Tuck assistant professor Santiago Gallino and coauthors David Bell of the Wharton School of Business and Antonio Moreno of the Kellogg School of Management recently won the "Overall Best Paper” award at December’s Workshop on Information Systems and Economics (WISE) in Auckland, New Zealand.
The researchers beat out more than 150 submissions from around the world with their paper, “Inventory Showrooms and Customer Migration in Omni-Channel Retail: The Effective of Product Information.” The paper examines how 21st-century businesses ensure their greatest chance of success by maximizing on- and offline channels, regardless of whether they began as a brick-and-mortar or web presence.
“This conference, unlike many others, requires you to submit the entire paper and not just an abstract, which raises the stakes,” said Gallino, whose paper previously won the Production and Operations Management Society’s POMS Applied Research Challenge. “To have the relevance and novelty of our research recognized like this makes us enormously proud and inspired to continue our work.”

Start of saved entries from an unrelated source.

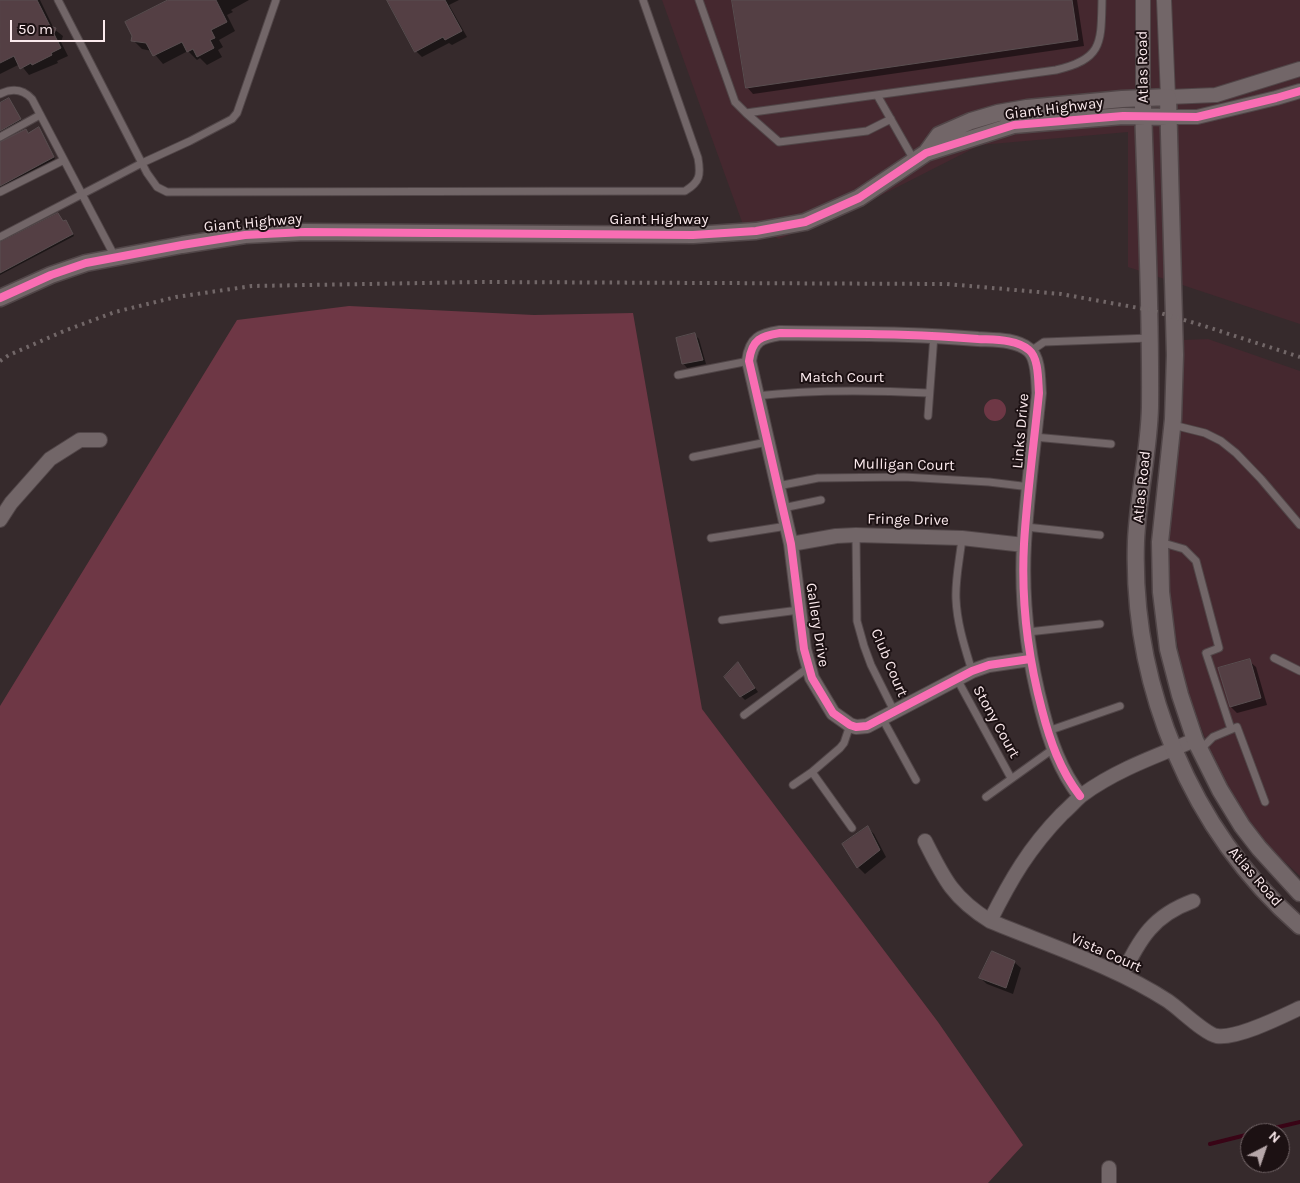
<!DOCTYPE html>
<style>
body{margin:0}
#map{position:relative;width:1300px;height:1183px;overflow:hidden;background:#362a2c;font-family:Karla,sans-serif}
canvas{display:block}
.north{position:absolute;left:1240px;top:1123px;width:50px;height:50px;box-sizing:border-box;background:#1c1113;border:1px solid #75686a;border-radius:50%;rotate:41deg;font-size:14px;font-weight:700;line-height:20px;text-align:center;color:#fbeaed}
.north::after{content:'';display:block;margin:auto;width:18px;height:22px;background:#b6a7a9;clip-path:polygon(50% 0,100% 100%,50% 72%,0 100%)}
.scale{position:absolute;left:10px;top:20px;width:95px;height:22px;box-sizing:border-box;border:2px solid #fbeaed;border-top:0;padding-left:6px;font-size:15px;line-height:18px;white-space:nowrap;color:#fbeaed;-webkit-text-stroke:4px #1c1113;paint-order:stroke}
</style>
<div id="map">
<canvas width="1300" height="1183"></canvas>
<div class="north">N</div>
<div class="scale">50 m</div>
</div>
<script>
const ctx = document.querySelector('canvas').getContext('2d');
ctx.lineJoin = 'round';
function fill(path, color) { ctx.fillStyle = color; ctx.fill(path, 'evenodd'); }
function stroke(path, color, width, dash) { ctx.strokeStyle = color; ctx.lineWidth = width; ctx.lineCap = dash ? 'butt' : 'round'; ctx.setLineDash(dash || []); ctx.stroke(path); }
function label(font, color, halo, rows, align = 'center') {
  ctx.font = font + ' Karla,sans-serif'; ctx.lineWidth = 4; ctx.setLineDash([]); ctx.textBaseline = 'middle'; ctx.strokeStyle = halo; ctx.fillStyle = color; for (const [text, x, y, turn = 0] of rows) {
    ctx.save(); ctx.translate(x, y); ctx.rotate((+turn || 0) * Math.PI / 180); ctx.textAlign = isNaN(turn) ? turn : align; if (halo) ctx.strokeText(text, 0, 0); ctx.fillText(text, 0, 0); ctx.restore();
  }
}
fill(new Path2D(`
 M 662,0 L 1300,0 L 1300,324 L 1128,267 L 1128,132 L 980,145 L 860,206 L 779,239 L 742,222 Z
 M 1208,339 L 1300,371 L 1300,876 L 1258,837 L 1216,768 L 1185,684 L 1168,595 L 1170,526 L 1183,340 Z`), '#45282f');
fill(new Path2D(`
 M 349,306 L 534,315 L 633,313 L 702,709 L 938,1022 L 1023,1145 L 988,1183 L 0,1183 L 0,706 L 237,320 Z
 M984 410a11 11 0 1 1 22 0a11 11 0 1 1-22 0Z`), '#6e3745');
fill(new Path2D(`
 M 0,0 L 40,0 L 54,29 L 63,36 L 61,42 L 68,56 L 57,61 L 58,63 L 29,75 L 20,64 L 0,74 Z
 M 170,0 L 249,0 L 231,10 L 233,12 L 227,15 L 235,31 L 219,40 L 223,47 L 218,50 L 222,57 L 207,65 L 200,58 L 197,60 L 188,51 L 163,64 L 152,51 L 142,49 L 133,40 Z
 M 389,0 L 459,0 L 449,5 L 467,37 L 452,45 L 449,43 L 422,57 L 416,51 Z
 M 734,0 L 1077,0 L 1084,46 L 753,94 L 747,87 Z
 M 9,99 L 22,121 L 0,133 L 0,104 Z
 M 40,130 L 55,159 L 0,188 L 0,143 Z
 M 64,222 L 67,223 L 74,236 L 0,275 L 0,243 Z
 M 695,335 L 699,339 L 706,364 L 687,368 L 683,363 Z
 M 1249,661 L 1256,667 L 1267,705 L 1237,713 L 1231,707 Z
 M 738,664 L 758,692 L 745,700 L 741,696 Z
 M 868,828 L 874,834 L 886,857 L 865,874 L 858,867 Z
 M 1014,962 L 1021,968 L 1013,994 L 987,984 L 980,978 Z`), '#0007');
stroke(new Path2D(`
 M 1253,1133 L 1300,1122
 M 1210,1144 L 1250,1134`), '#390416', 4);
const building = new Path2D(`
 M 0,0 L 37,0 L 50,26 L 56,28 L 54,34 L 61,48 L 51,53 L 52,55 L 32,65 L 31,63 L 20,69 L 14,56 L 0,63 Z
 M 168,0 L 216,0 L 227,22 L 211,30 L 215,38 L 210,40 L 214,48 L 197,57 L 193,49 L 187,52 L 182,42 L 153,56 L 146,43 L 131,41 L 132,36 L 125,22 Z
 M 387,0 L 445,0 L 462,31 L 445,40 L 443,37 L 415,52 Z
 M 732,0 L 1072,0 L 1078,40 L 746,88 Z
 M 9,98 L 21,119 L 0,131 L 0,103 Z
 M 39,127 L 54,157 L 0,186 L 0,142 L 26,129 L 28,133 Z
 M 58,213 L 63,221 L 66,220 L 73,234 L 0,273 L 0,242 Z
 M 695,333 L 703,360 L 682,364 L 676,338 Z
 M 1250,659 L 1261,698 L 1230,707 L 1218,668 Z
 M 738,662 L 755,688 L 740,697 L 724,677 Z
 M 868,826 L 880,850 L 857,868 L 842,844 Z
 M 992,951 L 1015,961 L 1006,988 L 979,978 Z`);
fill(building, '#543f44');
stroke(building, '#594e50', 1);
const service = new Path2D(`
 M 58,0 L 147,173 L 157,187 L 167,192 L 685,191 C 700,182 701,175 698,158 L 643,0
 M 699,0 L 735,102 L 746,113 L 1056,70 C 1103,59 1101,43 1102,0
 M 0,94 C 12,88 23,89 32,99 L 115,257
 M 877,95 L 914,160
 M 746,113 L 779,142 L 867,131 L 891,119
 M 0,137 L 40,115
 M 0,192 L 64,160
 M 0,237 L 142,163 L 190,141 L 232,119 L 237,113 L 276,0
 M 1031,351 L 1044,342 L 1150,338
 M 678,375 L 749,361
 M 756,396 C 814,389 871,390 929,393
 M 928,416 L 934,335
 M 1173,425 L 1205,433 L 1221,441 L 1236,453 L 1261,479 L 1300,525
 M 1034,437 L 1111,444
 M 693,457 L 767,442
 M 778,486 L 818,478 L 904,477 L 989,482 L 1030,487
 M 783,508 L 821,500
 M 1026,527 L 1100,535
 M 856,535 L 857,621 L 864,646 L 871,665 L 894,711
 M 711,538 L 787,526
 M 962,538 C 960,558 955,579 956,599 C 957,624 965,648 972,671
 M 1160,542 L 1184,549 L 1196,561 L 1219,648 L 1206,653 L 1231,729
 M 722,620 L 799,610
 M 1028,632 L 1100,624
 M 1274,658 L 1300,671
 M 957,679 L 1011,778
 M 744,715 L 809,667
 M 882,718 L 916,780
 M 1048,731 L 1120,706
 M 1200,750 L 1213,737 L 1237,727 L 1265,802
 M 812,772 L 852,828
 M 793,785 L 812,772 L 840,748 L 844,743 L 850,725
 M 986,797 L 1053,749`);
const minor = new Path2D(`
 M 1143,0 L 1143,98
 M 1164,0 L 1168,97 L 1216,95 L 1300,69
 M 1168,117 L 1197,117 L 1276,98 L 1300,91
 M 0,520 L 11,503 L 50,459 L 80,440 L 100,440
 M 791,544 L 836,536 L 856,535 L 962,538 L 1024,545
 M 1030,659 L 989,665 L 972,671 L 867,726 L 856,727 L 850,725 L 833,713 L 812,678 L 804,649 L 791,544 L 749,361 C 752,339 761,336 780,333 C 846,334 912,333 978,339 C 994,340 1016,339 1029,350 C 1039,358 1038,381 1039,393 C 1034,443 1027,494 1024,544 C 1021,600 1028,657 1042,710 C 1050,741 1060,770 1080,796
 M 925,841 C 944,879 953,898 990,921 C 1048,945 1116,967 1168,1001 C 1180,1009 1205,1034 1217,1036 C 1237,1039 1281,1017 1300,1008
 M 990,921 C 1011,879 1029,848 1062,814 C 1069,808 1075,801 1082,795 C 1116,770 1156,756 1195,740
 M 1122,975 C 1141,938 1152,916 1193,901
 M 1109,1183 L 1109,1168`);
const tertiary = new Path2D(`
 M 1143,106 C 1146,206 1151,306 1150,407 C 1149,452 1138,496 1136,541 C 1131,686 1191,831 1300,926
 M 926,153 L 939,135 L 971,121 L 998,113 L 1027,108 L 1122,99 L 1168,97 L 1175,355 L 1173,419 L 1160,542 L 1161,592 L 1168,649 L 1180,695 L 1195,740 L 1220,790 L 1242,826 L 1259,848 L 1300,893
 M 0,298 L 51,275 L 86,263 L 182,245 L 245,235 L 305,232 L 693,235 L 756,231 L 805,222 L 859,198 L 926,153 L 1014,125 L 1123,116 L 1168,117`);
stroke(service, '#514648', 9);
stroke(minor, '#514648', 16);
stroke(tertiary, '#514648', 19);
stroke(service, '#726668', 7);
stroke(minor, '#726668', 14);
stroke(tertiary, '#726668', 16);
stroke(new Path2D(`
 M 0,361 L 9,355 L 64,331 L 115,312 L 176,297 L 252,286 L 480,282 L 947,284 L 1061,294 L 1150,310 L 1198,324 L 1300,357`), '#726768', 4, [2.5, 5]);
stroke(new Path2D(`
 M 0,298 L 51,275 L 86,263 L 182,245 L 245,235 L 305,232 L 693,235 L 756,231 L 805,222 L 859,198 L 926,153 L 1014,125 L 1123,116 L 1197,117 L 1276,98 L 1300,91
 M 1030,659 L 989,665 L 972,671 L 867,726 L 856,727 L 850,725 L 833,713 L 812,678 L 804,649 L 791,544 L 749,361 C 752,339 761,336 780,333 C 846,334 912,333 978,339 C 994,340 1016,339 1029,350 C 1039,358 1038,381 1039,393 C 1034,443 1027,494 1024,544 C 1021,600 1028,657 1042,710 C 1050,741 1060,770 1080,796`), '#f96db3', 8);
label('15px', '#fbeaed', '#1c1113', [
 ["Atlas Road",1143,67,-91],
 ["Giant Highway",1054,109,-7],
 ["Giant Highway",659,220],
 ["Giant Highway",253,223,-5],
 ["Match Court",842,378],
 ["Links Drive",1021,431,-85],
 ["Mulligan Court",904,465,1],
 ["Atlas Road",1142,487,-84],
 ["Fringe Drive",908,520,1],
 ["Gallery Drive",817,625,81],
 ["Club Court",889,663,67],
 ["Stony Court",996,722,61],
 ["Atlas Road",1255,877,49],
 ["Vista Court",1106,953,24]
]);
</script>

“As omni-channel marketing is being adopted by a wide variety of firms across many industries, issues related to inventory management have become even more critical,” said WISE co-chair Anindya Ghose, a professor at New York University’s Stern School of Business. “Addressing this real-world situation using very rigorous scientific methods, their paper provides actionable insights to managers on a very pertinent problem.”
Billed as the premier invitational research forum for the discussion of information systems issues through the lens of economics, WISE’s stated purpose is to task researchers to use state-of-the-art methodologies to improve the understanding of a rapidly changing, hyper-connected and digitized world.